#### ACTIVITY
Output the entries that follow, word for word.
*** THE DATA ***
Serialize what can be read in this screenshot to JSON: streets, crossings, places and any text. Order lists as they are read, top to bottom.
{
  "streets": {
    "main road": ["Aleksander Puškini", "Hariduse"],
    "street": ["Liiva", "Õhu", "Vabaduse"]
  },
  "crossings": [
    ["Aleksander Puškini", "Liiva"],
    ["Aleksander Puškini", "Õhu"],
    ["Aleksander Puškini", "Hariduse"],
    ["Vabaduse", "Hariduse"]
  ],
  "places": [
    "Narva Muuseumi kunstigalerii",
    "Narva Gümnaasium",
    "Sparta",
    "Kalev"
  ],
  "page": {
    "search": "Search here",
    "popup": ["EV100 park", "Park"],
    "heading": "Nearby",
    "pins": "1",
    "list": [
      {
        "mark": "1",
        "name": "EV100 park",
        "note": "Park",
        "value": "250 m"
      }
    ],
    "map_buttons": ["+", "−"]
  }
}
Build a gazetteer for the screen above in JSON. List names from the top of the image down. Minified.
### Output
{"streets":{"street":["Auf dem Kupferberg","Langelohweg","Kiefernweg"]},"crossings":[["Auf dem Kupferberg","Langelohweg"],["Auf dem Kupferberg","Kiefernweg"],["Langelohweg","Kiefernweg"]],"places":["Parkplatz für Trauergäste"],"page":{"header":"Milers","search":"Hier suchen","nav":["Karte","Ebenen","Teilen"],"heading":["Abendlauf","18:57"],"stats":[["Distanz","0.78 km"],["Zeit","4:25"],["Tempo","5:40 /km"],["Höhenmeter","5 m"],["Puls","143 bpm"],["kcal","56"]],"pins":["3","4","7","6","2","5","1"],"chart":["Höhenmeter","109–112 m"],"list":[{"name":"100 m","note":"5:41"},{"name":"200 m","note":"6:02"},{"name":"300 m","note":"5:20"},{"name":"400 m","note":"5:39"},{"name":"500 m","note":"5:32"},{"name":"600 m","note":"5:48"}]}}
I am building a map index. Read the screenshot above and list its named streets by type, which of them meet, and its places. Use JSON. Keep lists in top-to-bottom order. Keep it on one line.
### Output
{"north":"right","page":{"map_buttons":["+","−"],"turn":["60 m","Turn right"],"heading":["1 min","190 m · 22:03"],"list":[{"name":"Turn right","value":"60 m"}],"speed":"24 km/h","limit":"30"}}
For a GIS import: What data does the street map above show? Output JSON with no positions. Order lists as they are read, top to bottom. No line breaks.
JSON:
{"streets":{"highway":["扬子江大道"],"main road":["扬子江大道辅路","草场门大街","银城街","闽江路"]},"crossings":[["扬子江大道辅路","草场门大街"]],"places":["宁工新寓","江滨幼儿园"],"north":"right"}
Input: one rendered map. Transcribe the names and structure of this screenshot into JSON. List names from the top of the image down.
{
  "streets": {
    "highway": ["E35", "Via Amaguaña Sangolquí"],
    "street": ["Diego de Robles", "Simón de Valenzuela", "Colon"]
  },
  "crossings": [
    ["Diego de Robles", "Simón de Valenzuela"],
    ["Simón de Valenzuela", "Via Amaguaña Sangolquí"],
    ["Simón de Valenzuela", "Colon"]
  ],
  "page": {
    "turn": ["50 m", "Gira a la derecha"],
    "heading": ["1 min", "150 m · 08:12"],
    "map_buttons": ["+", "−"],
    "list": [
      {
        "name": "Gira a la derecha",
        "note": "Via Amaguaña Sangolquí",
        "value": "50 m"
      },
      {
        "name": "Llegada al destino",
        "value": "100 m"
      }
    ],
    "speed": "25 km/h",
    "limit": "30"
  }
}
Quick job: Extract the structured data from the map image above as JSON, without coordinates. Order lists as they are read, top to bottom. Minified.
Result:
***
#### SOLUTION TO THIS PROBLEM
Serialize what can be read in this screenshot to JSON: streets, crossings, places and any text. Order lists as they are read, top to bottom.
{
  "streets": {
    "main road": ["Aleksander Puškini", "Hariduse"],
    "street": ["Liiva", "Õhu", "Vabaduse"]
  },
  "crossings": [
    ["Aleksander Puškini", "Liiva"],
    ["Aleksander Puškini", "Õhu"],
    ["Aleksander Puškini", "Hariduse"],
    ["Vabaduse", "Hariduse"]
  ],
  "places": [
    "Narva Muuseumi kunstigalerii",
    "Narva Gümnaasium",
    "Sparta",
    "Kalev"
  ],
  "page": {
    "search": "Search here",
    "popup": ["EV100 park", "Park"],
    "heading": "Nearby",
    "pins": "1",
    "list": [
      {
        "mark": "1",
        "name": "EV100 park",
        "note": "Park",
        "value": "250 m"
      }
    ],
    "map_buttons": ["+", "−"]
  }
}
Build a gazetteer for the screen above in JSON. List names from the top of the image down. Minified.
### Output
{"streets":{"street":["Auf dem Kupferberg","Langelohweg","Kiefernweg"]},"crossings":[["Auf dem Kupferberg","Langelohweg"],["Auf dem Kupferberg","Kiefernweg"],["Langelohweg","Kiefernweg"]],"places":["Parkplatz für Trauergäste"],"page":{"header":"Milers","search":"Hier suchen","nav":["Karte","Ebenen","Teilen"],"heading":["Abendlauf","18:57"],"stats":[["Distanz","0.78 km"],["Zeit","4:25"],["Tempo","5:40 /km"],["Höhenmeter","5 m"],["Puls","143 bpm"],["kcal","56"]],"pins":["3","4","7","6","2","5","1"],"chart":["Höhenmeter","109–112 m"],"list":[{"name":"100 m","note":"5:41"},{"name":"200 m","note":"6:02"},{"name":"300 m","note":"5:20"},{"name":"400 m","note":"5:39"},{"name":"500 m","note":"5:32"},{"name":"600 m","note":"5:48"}]}}
I am building a map index. Read the screenshot above and list its named streets by type, which of them meet, and its places. Use JSON. Keep lists in top-to-bottom order. Keep it on one line.
### Output
{"north":"right","page":{"map_buttons":["+","−"],"turn":["60 m","Turn right"],"heading":["1 min","190 m · 22:03"],"list":[{"name":"Turn right","value":"60 m"}],"speed":"24 km/h","limit":"30"}}
For a GIS import: What data does the street map above show? Output JSON with no positions. Order lists as they are read, top to bottom. No line breaks.
JSON:
{"streets":{"highway":["扬子江大道"],"main road":["扬子江大道辅路","草场门大街","银城街","闽江路"]},"crossings":[["扬子江大道辅路","草场门大街"]],"places":["宁工新寓","江滨幼儿园"],"north":"right"}
Input: one rendered map. Transcribe the names and structure of this screenshot into JSON. List names from the top of the image down.
{
  "streets": {
    "highway": ["E35", "Via Amaguaña Sangolquí"],
    "street": ["Diego de Robles", "Simón de Valenzuela", "Colon"]
  },
  "crossings": [
    ["Diego de Robles", "Simón de Valenzuela"],
    ["Simón de Valenzuela", "Via Amaguaña Sangolquí"],
    ["Simón de Valenzuela", "Colon"]
  ],
  "page": {
    "turn": ["50 m", "Gira a la derecha"],
    "heading": ["1 min", "150 m · 08:12"],
    "map_buttons": ["+", "−"],
    "list": [
      {
        "name": "Gira a la derecha",
        "note": "Via Amaguaña Sangolquí",
        "value": "50 m"
      },
      {
        "name": "Llegada al destino",
        "value": "100 m"
      }
    ],
    "speed": "25 km/h",
    "limit": "30"
  }
}
Quick job: Extract the structured data from the map image above as JSON, without coordinates. Order lists as they are read, top to bottom. Minified.
Result:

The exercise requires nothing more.